In 1946 Osborne was elected an A.R.E a member of the Royal Society of Painter-Etchers (now Royal Society of Painter-Printmakers) and elected a fellow (R.E) in 1957. He exhibited regularly with the society. His works were exhibited at the Royal Academy Summer Exhibition twenty-four times between 1936 and 1970. His work was shown throughout regional galleries in the UK and in the US and he was also included within Arts Council touring exhibitions in Europe.

In 1964, together with Eric Ennion, Robert Gilmore, Elieen Soper, and Keith Shackleton, he founded the Society of Wildlife Artists and was a regular exhibitor with the Society at the Mall Galleries, London.
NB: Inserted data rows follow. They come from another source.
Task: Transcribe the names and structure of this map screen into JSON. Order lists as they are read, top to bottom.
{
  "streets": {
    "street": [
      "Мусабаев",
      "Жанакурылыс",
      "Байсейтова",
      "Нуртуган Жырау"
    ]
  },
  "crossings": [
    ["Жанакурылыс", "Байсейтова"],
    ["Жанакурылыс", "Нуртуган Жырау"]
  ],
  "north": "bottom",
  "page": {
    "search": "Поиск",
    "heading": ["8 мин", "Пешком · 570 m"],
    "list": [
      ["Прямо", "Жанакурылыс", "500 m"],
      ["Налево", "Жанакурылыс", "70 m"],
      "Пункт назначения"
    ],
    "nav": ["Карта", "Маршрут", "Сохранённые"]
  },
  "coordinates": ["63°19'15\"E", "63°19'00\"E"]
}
Osborne’s works are a combination of colour wood engravings, linocuts and silk screens prints, illustrating a range of wildlife, with a special emphasis towards birds. They are bold, interpretive and large scale, rich in colour and detail. Throughout his career, Osborne constantly experimented with all forms of print and paper and his editions never exceeded thirty. The large woodcuts and linocuts are in direct contrast with the small delicate black and white wood engravings of his earlier works.

== Personal life and death ==
On 18 December 1937 he married the sculptor Charlotte Ellen Gibson (1902–1994) also a Rome Scholar and a fellow of the Royal Society of British Sculptors. For many years they lived together in a house that had been specially designed for artists by Sir John Belcher for the sculptor Sir Hamo Thornycroft at 2A Melbury Road, Holland Park, London.

Osborne died on 16 April 1979 in Orsett.

== Legacy ==
Osborne's prints are held in national public collections including The Ashmolean, Oxford, The Victoria and Albert Museum, London, University of Wales Aberystwyth, Cuming Museum, London.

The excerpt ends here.